[Source records]
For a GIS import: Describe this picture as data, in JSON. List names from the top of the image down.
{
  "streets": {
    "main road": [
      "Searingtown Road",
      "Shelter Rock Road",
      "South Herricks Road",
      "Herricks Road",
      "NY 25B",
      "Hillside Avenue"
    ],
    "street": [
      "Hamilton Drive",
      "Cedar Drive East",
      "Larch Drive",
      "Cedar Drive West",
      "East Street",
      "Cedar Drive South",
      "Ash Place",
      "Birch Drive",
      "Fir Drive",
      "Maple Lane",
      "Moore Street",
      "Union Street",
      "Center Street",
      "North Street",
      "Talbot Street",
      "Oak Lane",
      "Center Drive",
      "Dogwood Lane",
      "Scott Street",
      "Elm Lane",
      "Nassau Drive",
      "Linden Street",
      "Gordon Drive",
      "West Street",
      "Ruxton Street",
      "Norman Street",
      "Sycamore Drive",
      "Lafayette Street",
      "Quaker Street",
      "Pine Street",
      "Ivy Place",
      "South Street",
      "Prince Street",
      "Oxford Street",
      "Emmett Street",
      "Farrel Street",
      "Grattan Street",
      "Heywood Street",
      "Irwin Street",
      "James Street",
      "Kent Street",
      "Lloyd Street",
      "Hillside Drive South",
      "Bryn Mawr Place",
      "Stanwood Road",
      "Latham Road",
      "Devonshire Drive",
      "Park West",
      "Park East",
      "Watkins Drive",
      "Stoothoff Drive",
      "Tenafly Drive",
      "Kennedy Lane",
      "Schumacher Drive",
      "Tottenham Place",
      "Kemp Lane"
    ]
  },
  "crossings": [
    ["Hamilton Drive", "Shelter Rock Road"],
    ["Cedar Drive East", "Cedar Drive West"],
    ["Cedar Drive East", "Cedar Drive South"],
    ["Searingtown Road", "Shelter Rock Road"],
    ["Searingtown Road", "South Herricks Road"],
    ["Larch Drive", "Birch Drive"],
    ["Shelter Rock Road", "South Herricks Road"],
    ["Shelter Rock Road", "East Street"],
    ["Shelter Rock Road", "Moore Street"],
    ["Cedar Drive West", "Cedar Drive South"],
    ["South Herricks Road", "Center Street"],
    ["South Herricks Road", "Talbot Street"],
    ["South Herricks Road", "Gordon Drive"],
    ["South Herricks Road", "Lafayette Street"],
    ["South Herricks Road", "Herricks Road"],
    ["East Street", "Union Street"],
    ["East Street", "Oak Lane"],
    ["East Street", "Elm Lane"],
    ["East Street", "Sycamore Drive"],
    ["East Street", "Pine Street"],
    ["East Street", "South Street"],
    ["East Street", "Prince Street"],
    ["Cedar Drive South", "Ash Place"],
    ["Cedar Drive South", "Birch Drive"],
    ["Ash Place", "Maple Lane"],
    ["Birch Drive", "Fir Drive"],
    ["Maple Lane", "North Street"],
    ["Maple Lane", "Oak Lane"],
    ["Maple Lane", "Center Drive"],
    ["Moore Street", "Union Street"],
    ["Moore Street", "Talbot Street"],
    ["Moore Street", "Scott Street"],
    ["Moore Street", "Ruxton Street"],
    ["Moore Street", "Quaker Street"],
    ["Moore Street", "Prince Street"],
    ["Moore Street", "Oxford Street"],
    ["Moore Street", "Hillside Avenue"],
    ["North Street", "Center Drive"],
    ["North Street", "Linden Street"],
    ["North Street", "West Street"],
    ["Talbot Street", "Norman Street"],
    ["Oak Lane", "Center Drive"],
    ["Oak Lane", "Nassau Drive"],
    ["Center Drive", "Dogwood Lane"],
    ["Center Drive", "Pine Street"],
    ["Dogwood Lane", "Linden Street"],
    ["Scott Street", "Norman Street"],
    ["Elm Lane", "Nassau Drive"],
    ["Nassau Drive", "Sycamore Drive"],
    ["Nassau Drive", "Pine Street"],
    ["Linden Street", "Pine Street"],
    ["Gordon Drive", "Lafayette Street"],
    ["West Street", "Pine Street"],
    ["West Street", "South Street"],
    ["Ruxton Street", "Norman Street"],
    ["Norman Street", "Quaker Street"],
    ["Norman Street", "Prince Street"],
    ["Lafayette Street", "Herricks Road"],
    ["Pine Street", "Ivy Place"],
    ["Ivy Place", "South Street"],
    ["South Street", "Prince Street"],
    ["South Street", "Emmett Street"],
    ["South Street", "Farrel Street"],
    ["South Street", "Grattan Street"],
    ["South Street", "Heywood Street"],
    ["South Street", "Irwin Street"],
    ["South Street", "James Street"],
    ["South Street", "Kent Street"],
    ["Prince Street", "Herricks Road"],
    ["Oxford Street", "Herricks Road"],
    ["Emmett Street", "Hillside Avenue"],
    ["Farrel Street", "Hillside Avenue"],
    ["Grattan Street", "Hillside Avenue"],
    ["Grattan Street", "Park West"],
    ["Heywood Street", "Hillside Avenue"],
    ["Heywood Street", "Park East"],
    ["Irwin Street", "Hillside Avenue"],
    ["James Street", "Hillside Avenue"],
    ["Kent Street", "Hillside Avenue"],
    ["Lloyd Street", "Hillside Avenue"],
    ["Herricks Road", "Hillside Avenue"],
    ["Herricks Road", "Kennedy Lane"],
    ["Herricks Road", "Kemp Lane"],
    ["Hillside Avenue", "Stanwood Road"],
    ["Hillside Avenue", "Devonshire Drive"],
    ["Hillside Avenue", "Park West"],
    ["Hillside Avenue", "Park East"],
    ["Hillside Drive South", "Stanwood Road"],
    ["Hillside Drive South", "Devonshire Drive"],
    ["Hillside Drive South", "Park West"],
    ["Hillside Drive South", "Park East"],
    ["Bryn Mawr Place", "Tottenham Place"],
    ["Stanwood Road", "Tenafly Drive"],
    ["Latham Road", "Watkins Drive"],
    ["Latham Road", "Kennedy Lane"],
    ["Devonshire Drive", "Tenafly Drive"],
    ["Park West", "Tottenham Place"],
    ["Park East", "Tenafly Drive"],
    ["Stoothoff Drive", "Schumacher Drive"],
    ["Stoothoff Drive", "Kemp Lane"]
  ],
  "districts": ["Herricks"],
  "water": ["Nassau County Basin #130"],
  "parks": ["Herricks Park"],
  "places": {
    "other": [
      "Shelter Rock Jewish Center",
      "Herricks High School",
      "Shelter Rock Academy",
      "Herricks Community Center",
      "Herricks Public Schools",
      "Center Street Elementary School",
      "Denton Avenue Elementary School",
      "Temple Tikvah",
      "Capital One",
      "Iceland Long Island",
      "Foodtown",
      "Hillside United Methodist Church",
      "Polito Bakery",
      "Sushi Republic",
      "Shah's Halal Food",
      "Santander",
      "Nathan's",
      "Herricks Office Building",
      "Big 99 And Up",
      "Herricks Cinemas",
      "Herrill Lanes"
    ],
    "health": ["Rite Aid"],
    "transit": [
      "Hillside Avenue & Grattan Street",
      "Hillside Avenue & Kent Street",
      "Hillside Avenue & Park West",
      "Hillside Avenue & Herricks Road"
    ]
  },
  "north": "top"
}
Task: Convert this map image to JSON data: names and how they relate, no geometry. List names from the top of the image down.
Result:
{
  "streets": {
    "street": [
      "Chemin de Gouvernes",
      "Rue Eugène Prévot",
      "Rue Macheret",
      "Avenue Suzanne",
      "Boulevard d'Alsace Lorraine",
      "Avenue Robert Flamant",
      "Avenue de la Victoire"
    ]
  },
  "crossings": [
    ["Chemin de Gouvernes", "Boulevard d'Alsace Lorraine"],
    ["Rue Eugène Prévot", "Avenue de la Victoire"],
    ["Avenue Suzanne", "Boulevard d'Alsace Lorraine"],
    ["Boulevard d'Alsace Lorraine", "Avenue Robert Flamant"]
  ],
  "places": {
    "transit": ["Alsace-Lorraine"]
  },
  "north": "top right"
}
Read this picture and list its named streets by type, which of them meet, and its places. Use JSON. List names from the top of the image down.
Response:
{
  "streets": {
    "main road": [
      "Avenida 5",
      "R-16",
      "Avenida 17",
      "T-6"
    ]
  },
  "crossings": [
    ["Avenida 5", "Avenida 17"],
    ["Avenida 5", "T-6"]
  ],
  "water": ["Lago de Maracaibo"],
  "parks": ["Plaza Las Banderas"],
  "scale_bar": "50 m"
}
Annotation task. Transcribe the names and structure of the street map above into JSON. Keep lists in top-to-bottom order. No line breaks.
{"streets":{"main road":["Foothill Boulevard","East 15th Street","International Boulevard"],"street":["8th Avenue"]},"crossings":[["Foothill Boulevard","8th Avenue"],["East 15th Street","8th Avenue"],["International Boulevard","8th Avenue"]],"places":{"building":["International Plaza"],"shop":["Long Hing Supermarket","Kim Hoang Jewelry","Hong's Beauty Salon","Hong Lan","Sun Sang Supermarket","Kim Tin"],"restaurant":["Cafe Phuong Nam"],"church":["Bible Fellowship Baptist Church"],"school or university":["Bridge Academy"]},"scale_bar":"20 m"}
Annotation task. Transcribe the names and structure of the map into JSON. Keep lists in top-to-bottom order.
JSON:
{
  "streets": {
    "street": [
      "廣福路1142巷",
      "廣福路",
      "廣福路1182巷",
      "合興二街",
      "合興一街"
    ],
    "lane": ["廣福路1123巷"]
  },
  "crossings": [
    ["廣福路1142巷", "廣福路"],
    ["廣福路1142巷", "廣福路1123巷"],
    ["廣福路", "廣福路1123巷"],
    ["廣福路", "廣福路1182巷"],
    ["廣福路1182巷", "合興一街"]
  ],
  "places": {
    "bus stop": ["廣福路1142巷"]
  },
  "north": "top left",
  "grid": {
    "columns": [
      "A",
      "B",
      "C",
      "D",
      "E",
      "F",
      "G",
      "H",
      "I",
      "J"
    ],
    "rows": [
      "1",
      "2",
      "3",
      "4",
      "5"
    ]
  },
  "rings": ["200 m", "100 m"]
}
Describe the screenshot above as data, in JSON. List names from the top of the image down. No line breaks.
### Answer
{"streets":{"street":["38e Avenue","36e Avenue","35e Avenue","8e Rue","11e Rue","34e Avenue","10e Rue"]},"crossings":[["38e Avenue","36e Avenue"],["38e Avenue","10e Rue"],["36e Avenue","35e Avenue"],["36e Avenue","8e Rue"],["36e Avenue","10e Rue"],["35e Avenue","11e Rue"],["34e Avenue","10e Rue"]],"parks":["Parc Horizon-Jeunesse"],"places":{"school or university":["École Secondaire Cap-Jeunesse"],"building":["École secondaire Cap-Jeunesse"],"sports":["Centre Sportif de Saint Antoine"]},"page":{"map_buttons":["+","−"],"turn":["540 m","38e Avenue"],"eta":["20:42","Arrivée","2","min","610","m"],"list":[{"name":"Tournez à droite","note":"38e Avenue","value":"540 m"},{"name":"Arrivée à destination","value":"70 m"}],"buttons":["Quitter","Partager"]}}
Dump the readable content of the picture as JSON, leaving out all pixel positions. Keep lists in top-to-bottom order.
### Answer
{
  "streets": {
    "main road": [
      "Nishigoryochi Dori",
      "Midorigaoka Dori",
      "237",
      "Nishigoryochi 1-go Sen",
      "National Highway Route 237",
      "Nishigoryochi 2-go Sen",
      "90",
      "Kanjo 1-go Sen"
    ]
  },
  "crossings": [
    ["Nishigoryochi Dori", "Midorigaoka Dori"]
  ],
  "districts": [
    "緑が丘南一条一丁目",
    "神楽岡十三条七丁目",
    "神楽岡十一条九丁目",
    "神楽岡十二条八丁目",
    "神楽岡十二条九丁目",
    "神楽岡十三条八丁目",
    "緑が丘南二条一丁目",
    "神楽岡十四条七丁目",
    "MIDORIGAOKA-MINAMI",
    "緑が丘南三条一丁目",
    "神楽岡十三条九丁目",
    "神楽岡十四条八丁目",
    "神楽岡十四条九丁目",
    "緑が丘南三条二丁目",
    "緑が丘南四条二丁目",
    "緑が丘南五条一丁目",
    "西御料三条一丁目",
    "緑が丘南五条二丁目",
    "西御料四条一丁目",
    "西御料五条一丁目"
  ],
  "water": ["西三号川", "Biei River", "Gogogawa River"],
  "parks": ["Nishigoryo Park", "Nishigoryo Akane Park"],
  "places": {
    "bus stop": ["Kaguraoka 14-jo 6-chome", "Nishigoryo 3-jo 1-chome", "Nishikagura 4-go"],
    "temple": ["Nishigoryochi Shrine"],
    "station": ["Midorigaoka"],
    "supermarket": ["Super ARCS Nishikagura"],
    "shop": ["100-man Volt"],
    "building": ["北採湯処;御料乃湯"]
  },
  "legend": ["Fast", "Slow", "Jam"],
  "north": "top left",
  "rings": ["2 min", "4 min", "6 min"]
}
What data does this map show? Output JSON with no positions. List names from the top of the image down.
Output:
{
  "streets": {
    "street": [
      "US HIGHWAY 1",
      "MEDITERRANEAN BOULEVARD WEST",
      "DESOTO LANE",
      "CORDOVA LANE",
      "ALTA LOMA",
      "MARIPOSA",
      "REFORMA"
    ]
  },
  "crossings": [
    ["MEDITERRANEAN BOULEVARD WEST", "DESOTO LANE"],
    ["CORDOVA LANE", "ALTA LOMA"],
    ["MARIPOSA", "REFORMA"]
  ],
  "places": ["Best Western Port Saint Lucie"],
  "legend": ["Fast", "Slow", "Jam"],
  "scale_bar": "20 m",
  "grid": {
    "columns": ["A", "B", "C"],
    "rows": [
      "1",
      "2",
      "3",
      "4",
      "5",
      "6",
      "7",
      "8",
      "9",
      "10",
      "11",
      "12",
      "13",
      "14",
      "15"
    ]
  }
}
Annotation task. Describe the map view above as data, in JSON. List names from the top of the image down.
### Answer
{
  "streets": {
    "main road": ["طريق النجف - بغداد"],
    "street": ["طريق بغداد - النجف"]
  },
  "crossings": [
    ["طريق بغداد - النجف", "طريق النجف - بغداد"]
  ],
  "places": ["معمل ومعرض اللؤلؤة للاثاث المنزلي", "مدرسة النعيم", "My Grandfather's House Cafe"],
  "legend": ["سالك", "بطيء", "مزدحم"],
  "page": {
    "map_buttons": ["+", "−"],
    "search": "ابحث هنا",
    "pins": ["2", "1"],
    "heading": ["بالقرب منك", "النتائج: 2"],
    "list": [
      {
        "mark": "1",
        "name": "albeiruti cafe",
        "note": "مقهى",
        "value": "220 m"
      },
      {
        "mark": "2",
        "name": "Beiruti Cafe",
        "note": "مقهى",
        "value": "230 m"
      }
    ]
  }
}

▶ **ACTIVITY**
When a line contains the string "Robert", count that line; once every line of the records has been checked, state the count alone.

▶ **TASK SOLUTION**
2